[Collected data]
____________________

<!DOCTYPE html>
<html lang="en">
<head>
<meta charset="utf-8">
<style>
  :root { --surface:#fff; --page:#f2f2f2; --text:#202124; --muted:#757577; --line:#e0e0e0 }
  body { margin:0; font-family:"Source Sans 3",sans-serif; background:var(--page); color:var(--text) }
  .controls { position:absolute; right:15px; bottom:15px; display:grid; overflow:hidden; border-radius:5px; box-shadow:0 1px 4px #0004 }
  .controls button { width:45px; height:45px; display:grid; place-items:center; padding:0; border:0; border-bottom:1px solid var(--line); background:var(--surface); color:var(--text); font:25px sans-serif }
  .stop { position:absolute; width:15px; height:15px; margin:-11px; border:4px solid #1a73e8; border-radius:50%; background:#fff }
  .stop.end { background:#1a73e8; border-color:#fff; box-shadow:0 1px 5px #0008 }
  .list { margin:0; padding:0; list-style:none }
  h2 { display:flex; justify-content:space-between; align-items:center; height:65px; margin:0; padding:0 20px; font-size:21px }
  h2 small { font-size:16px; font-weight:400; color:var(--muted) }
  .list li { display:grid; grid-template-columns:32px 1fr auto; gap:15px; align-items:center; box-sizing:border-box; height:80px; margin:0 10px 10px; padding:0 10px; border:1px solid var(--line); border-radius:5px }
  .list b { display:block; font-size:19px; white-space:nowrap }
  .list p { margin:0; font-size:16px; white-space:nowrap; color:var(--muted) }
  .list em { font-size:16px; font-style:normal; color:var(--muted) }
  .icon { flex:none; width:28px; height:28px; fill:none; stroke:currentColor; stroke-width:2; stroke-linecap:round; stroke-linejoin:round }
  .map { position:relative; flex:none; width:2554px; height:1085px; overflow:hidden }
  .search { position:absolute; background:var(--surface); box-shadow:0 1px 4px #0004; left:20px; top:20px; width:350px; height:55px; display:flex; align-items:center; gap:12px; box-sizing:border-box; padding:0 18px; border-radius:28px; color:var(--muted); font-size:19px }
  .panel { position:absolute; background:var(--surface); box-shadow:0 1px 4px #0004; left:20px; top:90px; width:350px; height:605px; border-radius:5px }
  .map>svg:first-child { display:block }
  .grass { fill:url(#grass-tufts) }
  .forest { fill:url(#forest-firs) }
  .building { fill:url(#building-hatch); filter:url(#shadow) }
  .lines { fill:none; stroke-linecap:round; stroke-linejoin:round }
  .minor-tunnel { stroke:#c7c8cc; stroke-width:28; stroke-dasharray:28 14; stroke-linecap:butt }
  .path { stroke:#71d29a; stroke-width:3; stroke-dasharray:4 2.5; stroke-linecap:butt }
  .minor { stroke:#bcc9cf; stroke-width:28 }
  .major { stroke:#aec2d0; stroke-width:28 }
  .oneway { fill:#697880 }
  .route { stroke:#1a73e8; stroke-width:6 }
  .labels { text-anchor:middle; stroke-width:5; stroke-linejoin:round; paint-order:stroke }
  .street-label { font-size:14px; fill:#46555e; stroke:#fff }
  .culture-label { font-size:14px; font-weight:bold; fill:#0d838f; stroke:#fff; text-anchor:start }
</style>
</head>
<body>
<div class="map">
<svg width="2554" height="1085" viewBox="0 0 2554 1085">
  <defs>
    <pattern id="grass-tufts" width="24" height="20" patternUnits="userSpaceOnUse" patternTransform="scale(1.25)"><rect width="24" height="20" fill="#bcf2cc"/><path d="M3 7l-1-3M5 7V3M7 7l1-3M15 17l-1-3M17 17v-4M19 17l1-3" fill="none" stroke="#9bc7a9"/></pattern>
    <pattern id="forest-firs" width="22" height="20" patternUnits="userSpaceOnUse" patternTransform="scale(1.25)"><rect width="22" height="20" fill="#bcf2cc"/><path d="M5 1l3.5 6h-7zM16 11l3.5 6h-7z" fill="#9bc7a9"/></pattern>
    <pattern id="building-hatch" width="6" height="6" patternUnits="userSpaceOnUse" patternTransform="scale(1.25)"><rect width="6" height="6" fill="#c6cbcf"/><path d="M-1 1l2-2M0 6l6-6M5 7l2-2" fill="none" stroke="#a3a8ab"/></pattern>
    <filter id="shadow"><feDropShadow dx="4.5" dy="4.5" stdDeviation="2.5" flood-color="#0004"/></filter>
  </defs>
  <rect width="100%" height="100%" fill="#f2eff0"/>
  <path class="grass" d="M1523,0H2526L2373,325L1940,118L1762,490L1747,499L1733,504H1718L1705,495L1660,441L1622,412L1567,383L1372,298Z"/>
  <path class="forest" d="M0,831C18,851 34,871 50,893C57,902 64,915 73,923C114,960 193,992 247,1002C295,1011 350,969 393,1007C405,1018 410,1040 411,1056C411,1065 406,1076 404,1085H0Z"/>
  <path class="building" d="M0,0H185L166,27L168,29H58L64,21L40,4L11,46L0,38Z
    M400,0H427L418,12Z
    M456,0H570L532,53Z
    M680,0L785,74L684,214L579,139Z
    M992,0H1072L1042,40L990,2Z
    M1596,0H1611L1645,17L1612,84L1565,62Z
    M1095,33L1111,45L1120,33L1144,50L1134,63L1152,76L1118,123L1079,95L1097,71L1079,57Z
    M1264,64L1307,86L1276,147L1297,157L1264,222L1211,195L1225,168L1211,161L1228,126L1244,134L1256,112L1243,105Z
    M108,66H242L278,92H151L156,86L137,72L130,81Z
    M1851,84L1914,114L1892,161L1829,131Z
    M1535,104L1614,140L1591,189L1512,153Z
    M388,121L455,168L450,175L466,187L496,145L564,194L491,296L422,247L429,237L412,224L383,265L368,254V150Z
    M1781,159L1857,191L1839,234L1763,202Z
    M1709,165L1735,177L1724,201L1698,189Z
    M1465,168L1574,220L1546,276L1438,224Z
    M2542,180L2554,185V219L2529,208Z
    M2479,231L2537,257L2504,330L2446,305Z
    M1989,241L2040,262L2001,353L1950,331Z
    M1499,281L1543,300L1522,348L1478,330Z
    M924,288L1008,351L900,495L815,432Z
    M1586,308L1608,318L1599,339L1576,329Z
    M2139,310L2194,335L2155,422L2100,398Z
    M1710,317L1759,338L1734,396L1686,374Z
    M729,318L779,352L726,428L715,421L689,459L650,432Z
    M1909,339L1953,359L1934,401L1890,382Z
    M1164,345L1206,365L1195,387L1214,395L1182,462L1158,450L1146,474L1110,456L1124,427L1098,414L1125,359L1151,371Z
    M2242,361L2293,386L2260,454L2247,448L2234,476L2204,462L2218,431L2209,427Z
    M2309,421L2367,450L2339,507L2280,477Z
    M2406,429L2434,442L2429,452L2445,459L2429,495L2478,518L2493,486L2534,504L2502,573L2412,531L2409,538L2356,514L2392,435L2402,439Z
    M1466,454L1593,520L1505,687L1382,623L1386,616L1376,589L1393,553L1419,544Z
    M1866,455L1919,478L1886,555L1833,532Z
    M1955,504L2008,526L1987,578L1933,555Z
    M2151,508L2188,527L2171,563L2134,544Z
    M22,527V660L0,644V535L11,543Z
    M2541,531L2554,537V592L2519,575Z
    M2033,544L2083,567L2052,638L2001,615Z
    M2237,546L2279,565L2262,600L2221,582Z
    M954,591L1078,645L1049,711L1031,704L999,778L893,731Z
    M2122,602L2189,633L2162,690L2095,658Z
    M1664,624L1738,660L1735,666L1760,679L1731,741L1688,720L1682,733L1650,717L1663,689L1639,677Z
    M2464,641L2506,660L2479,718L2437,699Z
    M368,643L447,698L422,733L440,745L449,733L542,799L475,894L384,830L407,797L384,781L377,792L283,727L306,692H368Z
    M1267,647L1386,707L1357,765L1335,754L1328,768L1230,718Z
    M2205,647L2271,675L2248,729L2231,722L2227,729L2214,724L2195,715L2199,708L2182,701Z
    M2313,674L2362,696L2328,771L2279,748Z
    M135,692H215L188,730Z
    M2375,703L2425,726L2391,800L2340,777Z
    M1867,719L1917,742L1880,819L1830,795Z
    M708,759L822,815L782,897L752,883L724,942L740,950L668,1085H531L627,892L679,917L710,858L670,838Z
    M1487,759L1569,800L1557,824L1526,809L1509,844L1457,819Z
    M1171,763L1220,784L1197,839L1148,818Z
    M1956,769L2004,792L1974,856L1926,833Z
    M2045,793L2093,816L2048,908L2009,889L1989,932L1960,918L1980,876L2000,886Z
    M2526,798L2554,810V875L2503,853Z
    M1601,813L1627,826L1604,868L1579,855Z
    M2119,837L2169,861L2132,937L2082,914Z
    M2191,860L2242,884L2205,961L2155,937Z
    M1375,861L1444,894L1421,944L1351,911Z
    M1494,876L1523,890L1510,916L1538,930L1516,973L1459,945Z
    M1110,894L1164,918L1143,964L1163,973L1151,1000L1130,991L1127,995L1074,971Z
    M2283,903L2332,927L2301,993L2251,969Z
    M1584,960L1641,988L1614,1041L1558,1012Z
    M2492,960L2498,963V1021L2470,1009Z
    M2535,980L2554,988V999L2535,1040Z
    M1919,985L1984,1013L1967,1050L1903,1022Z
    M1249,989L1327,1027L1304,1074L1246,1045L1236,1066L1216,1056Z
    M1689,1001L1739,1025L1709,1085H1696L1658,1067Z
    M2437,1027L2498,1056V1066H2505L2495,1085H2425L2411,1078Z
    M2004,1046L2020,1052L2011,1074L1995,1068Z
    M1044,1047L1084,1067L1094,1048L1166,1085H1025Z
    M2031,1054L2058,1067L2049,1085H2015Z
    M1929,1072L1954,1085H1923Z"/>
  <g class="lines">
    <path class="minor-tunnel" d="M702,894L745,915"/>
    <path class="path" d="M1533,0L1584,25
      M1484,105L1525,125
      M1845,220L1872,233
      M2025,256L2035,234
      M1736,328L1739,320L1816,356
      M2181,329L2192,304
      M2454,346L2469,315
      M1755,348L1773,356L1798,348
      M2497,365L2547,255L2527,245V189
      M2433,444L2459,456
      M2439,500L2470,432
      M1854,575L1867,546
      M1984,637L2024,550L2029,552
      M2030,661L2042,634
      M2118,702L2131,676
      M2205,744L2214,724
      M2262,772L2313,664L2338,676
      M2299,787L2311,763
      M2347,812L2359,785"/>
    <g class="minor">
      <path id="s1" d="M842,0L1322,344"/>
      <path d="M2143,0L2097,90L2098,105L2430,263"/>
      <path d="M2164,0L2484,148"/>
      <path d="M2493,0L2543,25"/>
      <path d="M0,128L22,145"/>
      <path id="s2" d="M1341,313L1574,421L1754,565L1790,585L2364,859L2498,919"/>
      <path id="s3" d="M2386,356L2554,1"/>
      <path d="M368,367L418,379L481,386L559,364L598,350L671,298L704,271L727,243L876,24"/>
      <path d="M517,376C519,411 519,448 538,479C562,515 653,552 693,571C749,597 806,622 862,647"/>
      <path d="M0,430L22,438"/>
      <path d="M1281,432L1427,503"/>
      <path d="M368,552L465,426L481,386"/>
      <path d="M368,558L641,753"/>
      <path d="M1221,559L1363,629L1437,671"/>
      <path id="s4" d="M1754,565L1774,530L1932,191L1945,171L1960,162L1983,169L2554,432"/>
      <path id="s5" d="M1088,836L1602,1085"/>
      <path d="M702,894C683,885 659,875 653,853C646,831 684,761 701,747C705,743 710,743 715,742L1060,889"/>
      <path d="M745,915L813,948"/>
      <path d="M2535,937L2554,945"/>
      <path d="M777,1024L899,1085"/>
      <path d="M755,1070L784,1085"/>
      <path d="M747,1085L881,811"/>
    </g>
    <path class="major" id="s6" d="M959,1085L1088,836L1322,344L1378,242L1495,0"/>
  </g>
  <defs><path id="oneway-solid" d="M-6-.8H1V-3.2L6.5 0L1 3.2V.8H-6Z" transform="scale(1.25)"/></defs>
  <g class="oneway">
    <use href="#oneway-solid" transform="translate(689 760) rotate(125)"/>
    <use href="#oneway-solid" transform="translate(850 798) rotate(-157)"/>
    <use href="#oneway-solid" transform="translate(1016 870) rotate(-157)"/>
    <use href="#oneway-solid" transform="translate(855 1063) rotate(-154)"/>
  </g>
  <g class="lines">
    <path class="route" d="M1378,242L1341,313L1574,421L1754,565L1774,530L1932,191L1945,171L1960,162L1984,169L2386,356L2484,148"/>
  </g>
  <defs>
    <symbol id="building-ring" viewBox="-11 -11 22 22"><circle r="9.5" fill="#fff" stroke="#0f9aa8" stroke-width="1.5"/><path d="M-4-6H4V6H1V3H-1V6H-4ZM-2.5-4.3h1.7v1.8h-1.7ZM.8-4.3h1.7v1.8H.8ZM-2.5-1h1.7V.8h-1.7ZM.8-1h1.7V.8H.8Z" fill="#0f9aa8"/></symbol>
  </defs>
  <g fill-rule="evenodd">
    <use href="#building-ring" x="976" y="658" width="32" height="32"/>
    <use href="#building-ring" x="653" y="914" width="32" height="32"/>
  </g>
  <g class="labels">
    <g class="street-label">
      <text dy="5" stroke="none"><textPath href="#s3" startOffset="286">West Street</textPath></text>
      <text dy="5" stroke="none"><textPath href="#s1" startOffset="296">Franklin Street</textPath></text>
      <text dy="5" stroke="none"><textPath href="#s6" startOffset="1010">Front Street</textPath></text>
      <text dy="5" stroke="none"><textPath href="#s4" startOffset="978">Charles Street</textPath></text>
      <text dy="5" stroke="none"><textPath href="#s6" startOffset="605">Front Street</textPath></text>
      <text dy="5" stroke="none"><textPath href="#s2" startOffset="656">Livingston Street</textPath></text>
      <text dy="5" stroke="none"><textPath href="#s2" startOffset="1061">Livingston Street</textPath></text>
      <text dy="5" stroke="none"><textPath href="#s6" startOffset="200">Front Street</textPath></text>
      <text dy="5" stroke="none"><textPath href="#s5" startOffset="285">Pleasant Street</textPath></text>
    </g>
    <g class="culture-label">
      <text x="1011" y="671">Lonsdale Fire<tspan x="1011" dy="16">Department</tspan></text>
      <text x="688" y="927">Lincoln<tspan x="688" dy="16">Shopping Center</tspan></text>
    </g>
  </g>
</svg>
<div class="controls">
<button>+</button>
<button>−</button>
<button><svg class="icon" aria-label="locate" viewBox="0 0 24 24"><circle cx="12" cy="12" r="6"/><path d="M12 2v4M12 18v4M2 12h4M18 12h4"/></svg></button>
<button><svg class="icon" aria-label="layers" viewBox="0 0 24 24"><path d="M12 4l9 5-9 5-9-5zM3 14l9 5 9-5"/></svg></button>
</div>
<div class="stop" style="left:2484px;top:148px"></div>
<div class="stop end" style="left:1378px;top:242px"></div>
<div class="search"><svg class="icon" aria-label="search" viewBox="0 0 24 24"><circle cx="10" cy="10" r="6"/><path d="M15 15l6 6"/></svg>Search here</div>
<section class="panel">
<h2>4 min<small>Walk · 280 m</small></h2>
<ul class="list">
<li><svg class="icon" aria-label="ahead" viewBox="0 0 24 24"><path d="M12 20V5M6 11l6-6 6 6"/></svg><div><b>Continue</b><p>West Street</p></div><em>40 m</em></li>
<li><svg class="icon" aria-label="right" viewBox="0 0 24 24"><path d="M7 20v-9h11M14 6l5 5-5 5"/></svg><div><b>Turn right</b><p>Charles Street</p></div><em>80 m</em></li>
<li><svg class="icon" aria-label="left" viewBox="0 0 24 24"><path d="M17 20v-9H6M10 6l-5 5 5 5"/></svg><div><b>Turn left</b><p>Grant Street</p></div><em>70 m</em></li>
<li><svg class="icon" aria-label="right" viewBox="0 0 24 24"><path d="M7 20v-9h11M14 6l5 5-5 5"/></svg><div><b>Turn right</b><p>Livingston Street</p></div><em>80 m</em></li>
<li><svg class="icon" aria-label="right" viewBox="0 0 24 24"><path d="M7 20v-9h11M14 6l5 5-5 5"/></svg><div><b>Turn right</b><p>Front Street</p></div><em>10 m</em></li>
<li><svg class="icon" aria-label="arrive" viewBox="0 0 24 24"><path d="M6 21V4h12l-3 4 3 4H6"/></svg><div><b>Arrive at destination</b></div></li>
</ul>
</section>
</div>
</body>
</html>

____________________

Please reproduce the lines from the line with "margin:0; font-size:16px; white-space:nowrap;" to the line with "flex:none; width:28px; height:28px;", both ends included, exactly as they appear above.

  .list p { margin:0; font-size:16px; white-space:nowrap; color:var(--muted) }
  .list em { font-size:16px; font-style:normal; color:var(--muted) }
  .icon { flex:none; width:28px; height:28px; fill:none; stroke:currentColor; stroke-width:2; stroke-linecap:round; stroke-linejoin:round }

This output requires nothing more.